«Ho creduto nei khmer rossi»
Per Ong Thong Hœung, sopravissuto al genocidio del popolo cambogiano, terzomondismo e anti-imperialismo sono alibi dei totalitarismi liberticidi. Il racconto di un’illusione che si trasforma in incubo
di Pietro Piccinini
Quello che resta del popolo cambogiano vive oggi faticosamente immerso nella stessa melma in cui è stato gettato ventinove anni fa. Non si è mai seccato il fango in cui nel 1975 i khmer rossi hanno immobilizzato e seppellito la vita in Cambogia dopo aver sterminato 2 milioni di persone, un terzo dell’intera popolazione. E ciò grazie anche all’impunità che sono riusciti ad assicurarsi i carnefici di ieri, che oggi dicono di avere “la coscienza pulita” e vivono liberi e dimentichi di tutto il male inflitto alle loro vittime.
In effetti, benché fosse stato sconfitto e avesse dovuto abbandonare il potere fin dal gennaio 1979, Pol Pot è morto nel 1998, di malattia, nel suo letto, a casa sua, nel suo quartier generale nella foresta del nord-ovest della Cambogia. In effetti non è mai stato istituito alcun tribunale che avesse la volontà e l’autorità per dire una parola definitiva sulla “Kampuchea democratica”. In effetti la memoria dei cambogiani è intrappolata in una vischiosa tela d’ipocrisia in cui gli sterminatori complici di Pol Pot non solo non sono ancora stati portati in giudizio per i crimini commessi, ma addirittura oggi si ergono a paladini della democrazia e alcuni di loro occupano tuttora posizioni di potere.

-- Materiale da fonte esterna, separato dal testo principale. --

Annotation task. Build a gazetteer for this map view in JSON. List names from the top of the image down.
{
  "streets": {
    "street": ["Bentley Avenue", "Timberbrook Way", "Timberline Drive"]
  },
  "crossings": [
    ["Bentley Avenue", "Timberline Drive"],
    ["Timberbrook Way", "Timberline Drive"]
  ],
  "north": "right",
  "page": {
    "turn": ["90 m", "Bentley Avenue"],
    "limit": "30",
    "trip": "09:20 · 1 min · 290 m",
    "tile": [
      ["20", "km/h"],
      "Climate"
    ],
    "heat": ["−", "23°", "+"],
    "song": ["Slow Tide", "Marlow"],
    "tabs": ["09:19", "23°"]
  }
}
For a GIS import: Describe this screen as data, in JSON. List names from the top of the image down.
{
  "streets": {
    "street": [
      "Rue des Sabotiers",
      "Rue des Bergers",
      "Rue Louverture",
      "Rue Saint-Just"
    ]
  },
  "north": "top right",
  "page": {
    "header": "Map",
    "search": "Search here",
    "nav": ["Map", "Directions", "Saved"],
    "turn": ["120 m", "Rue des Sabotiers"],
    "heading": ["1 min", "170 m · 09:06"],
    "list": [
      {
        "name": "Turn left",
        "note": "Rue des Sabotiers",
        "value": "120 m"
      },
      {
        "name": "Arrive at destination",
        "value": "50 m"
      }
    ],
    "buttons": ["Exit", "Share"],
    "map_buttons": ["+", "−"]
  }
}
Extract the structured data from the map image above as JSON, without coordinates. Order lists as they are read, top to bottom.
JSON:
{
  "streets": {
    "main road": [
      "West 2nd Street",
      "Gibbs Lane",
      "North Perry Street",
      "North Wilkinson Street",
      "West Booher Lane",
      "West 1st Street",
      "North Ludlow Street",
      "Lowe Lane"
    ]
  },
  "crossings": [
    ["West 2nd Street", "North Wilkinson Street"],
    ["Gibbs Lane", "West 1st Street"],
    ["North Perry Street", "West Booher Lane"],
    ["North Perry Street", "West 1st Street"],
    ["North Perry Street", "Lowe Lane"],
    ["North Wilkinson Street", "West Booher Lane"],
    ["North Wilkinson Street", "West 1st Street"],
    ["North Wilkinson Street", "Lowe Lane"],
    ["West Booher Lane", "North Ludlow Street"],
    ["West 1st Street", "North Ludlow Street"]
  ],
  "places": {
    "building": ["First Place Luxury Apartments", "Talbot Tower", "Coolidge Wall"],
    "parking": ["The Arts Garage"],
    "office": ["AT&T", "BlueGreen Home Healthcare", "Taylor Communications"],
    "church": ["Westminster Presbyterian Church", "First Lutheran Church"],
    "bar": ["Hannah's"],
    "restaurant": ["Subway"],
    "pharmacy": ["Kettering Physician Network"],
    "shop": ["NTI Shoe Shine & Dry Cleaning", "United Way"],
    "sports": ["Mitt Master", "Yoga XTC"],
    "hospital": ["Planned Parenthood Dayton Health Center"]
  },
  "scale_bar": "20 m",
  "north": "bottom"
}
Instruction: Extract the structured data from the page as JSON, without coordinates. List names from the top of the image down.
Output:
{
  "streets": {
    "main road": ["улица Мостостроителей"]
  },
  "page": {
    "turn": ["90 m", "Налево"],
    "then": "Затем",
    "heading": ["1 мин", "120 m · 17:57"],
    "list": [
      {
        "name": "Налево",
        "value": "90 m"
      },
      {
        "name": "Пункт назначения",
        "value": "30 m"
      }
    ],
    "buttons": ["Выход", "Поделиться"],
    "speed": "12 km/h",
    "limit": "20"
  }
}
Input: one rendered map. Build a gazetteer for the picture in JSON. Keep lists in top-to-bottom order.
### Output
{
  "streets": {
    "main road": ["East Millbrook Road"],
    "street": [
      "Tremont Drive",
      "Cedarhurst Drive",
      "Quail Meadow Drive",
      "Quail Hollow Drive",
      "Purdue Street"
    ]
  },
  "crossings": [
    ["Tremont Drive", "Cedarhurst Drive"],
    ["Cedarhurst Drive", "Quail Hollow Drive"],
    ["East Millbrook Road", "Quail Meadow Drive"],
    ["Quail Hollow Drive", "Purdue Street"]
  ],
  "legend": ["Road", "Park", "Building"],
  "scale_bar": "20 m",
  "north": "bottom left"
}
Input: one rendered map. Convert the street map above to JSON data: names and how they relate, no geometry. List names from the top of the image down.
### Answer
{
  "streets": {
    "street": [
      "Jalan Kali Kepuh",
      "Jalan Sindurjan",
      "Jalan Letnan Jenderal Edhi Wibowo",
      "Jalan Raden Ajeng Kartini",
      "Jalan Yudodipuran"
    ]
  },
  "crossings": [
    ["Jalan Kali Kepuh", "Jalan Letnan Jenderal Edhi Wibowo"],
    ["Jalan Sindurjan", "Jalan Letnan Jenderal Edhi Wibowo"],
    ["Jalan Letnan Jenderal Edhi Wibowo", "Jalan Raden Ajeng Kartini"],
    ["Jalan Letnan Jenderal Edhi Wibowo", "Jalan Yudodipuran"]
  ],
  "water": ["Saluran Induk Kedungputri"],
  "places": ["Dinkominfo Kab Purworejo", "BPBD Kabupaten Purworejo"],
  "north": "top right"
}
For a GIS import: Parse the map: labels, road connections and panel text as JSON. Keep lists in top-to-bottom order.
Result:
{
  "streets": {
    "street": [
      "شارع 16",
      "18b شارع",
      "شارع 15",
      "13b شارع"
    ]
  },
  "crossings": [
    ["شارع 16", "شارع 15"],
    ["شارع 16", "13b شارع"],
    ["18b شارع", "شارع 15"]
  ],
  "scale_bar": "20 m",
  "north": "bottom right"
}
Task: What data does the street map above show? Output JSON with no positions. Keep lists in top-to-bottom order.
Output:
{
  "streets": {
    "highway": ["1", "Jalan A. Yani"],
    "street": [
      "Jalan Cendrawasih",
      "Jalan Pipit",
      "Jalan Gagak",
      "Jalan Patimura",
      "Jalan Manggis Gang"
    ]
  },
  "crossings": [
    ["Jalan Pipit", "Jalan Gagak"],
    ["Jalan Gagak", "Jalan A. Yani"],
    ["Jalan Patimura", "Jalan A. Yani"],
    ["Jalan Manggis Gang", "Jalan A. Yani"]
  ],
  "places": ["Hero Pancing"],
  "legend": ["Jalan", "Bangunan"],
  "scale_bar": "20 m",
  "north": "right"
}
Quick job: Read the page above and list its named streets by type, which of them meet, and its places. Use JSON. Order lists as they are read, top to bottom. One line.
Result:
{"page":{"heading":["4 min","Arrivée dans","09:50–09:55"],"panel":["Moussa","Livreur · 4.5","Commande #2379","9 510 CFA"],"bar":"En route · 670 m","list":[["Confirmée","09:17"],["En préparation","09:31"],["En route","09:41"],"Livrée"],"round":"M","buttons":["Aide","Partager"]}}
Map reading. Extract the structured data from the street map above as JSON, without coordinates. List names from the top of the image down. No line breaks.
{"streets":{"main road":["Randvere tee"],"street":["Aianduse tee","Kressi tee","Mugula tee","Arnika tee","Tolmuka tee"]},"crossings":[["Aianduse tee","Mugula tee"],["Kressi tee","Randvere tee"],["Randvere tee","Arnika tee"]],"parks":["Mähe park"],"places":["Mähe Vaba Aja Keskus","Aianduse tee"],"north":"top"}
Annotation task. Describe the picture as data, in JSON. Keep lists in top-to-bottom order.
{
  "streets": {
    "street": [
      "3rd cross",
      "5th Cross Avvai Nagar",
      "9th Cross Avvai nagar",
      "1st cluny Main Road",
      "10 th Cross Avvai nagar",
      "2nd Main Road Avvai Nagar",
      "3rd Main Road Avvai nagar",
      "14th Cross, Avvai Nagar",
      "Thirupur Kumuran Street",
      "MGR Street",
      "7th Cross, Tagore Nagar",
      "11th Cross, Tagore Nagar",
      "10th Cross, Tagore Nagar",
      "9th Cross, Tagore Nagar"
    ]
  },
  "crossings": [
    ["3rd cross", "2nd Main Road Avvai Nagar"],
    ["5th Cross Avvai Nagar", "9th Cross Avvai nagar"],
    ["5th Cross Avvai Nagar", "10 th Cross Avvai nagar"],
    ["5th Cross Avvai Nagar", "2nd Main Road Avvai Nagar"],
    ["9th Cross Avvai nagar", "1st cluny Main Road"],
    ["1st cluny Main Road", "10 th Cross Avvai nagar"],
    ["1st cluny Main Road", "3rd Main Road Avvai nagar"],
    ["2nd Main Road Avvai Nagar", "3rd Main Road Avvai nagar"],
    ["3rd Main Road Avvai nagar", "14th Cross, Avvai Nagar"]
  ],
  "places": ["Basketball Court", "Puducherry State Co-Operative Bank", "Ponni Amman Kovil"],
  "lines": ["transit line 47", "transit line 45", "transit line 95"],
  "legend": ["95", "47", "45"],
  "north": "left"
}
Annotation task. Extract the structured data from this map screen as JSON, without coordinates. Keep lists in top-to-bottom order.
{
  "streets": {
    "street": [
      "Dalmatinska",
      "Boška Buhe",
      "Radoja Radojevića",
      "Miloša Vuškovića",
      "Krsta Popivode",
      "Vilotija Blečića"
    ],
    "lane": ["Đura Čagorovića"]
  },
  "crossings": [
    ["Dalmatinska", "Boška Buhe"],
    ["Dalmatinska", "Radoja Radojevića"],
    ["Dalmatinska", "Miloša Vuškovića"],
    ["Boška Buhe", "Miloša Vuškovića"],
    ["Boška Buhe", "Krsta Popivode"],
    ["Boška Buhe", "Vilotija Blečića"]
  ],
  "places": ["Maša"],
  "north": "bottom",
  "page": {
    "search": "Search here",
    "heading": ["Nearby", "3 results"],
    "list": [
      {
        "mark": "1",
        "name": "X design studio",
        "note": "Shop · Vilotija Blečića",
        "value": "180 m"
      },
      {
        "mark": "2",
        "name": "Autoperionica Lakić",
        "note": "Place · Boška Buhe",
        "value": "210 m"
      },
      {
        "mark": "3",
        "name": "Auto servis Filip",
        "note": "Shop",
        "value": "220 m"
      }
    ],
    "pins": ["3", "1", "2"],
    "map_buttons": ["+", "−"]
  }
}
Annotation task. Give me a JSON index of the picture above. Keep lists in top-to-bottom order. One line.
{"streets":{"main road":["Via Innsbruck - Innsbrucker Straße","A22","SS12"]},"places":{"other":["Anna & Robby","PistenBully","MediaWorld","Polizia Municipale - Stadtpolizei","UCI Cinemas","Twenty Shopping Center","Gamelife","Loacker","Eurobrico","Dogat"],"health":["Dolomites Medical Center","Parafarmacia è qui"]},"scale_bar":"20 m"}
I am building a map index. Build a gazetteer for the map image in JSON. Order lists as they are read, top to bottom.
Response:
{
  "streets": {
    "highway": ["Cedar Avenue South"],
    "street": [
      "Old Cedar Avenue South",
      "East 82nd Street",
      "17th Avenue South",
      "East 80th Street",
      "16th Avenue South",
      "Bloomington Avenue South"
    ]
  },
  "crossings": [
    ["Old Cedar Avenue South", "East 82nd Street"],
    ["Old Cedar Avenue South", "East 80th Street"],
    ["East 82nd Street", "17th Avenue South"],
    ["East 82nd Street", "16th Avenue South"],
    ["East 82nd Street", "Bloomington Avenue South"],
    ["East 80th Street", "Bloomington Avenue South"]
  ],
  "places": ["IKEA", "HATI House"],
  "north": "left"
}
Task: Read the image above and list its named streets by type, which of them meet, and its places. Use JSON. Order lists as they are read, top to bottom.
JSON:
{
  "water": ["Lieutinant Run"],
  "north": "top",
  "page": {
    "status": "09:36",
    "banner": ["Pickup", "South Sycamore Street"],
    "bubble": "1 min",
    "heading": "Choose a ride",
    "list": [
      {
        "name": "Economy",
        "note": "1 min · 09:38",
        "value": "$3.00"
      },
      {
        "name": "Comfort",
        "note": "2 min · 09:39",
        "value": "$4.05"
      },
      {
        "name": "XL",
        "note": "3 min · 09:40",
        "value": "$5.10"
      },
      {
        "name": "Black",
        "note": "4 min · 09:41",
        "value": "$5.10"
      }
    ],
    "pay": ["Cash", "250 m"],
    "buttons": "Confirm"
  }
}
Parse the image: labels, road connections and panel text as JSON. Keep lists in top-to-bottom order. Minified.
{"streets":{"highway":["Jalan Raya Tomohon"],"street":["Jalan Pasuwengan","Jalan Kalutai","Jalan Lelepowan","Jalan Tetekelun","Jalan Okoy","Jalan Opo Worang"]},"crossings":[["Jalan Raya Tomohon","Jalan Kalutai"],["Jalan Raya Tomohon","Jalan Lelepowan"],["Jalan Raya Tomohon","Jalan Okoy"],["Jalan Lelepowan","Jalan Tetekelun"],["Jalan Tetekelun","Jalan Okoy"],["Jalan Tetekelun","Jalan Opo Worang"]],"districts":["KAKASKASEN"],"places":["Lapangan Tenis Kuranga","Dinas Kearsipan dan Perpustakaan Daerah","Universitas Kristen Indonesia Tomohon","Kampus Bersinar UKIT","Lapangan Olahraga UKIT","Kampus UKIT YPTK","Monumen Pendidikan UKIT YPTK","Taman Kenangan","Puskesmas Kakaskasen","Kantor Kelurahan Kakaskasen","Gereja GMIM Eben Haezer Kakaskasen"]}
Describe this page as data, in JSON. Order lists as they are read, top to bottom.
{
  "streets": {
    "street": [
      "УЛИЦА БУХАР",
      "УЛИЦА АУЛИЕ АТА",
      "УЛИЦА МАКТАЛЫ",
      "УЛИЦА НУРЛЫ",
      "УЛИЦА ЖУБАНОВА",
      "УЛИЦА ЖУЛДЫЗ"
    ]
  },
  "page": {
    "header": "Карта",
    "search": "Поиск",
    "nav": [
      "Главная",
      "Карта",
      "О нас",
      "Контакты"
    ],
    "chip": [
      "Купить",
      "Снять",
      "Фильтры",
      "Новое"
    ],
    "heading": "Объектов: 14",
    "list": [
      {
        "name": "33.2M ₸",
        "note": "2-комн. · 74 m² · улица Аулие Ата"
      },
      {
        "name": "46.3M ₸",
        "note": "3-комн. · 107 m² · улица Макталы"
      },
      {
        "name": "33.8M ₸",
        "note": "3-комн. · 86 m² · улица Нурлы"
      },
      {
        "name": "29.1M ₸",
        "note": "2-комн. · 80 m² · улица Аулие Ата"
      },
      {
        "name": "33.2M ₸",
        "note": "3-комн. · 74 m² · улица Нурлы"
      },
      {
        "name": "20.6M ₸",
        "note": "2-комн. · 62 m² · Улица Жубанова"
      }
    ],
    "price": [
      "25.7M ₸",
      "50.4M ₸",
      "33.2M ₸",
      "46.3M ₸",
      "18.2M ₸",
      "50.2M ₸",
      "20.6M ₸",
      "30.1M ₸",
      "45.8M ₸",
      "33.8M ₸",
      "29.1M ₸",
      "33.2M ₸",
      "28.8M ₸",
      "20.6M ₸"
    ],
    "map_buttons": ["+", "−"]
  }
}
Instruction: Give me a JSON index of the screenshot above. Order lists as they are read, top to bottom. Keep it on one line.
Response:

Nuon Chea, ex gerarca di spicco del regime khmer, vive a Pailin e viaggia tranquillamente all’estero; a Pailin abita anche Khieu Samphan, che, da ex presidente della Kampuchea, recentemente (dopo aver assistito alla proiezione del documentario del regista cambogiano Rithy Panh “S21: The Khmer Rouge Killing Machine”) si è detto «meravigliato del perché i leader hanno ucciso questa gente», ma continua a negare il suo coinvolgimento nel genocidio; Ieng Sary, ex ministro degli esteri del Grunk (Governo reale di unione nazionale della Kampuchea), possiede una villa lussuosa nella capitale e dal 1996 gode di amnistia.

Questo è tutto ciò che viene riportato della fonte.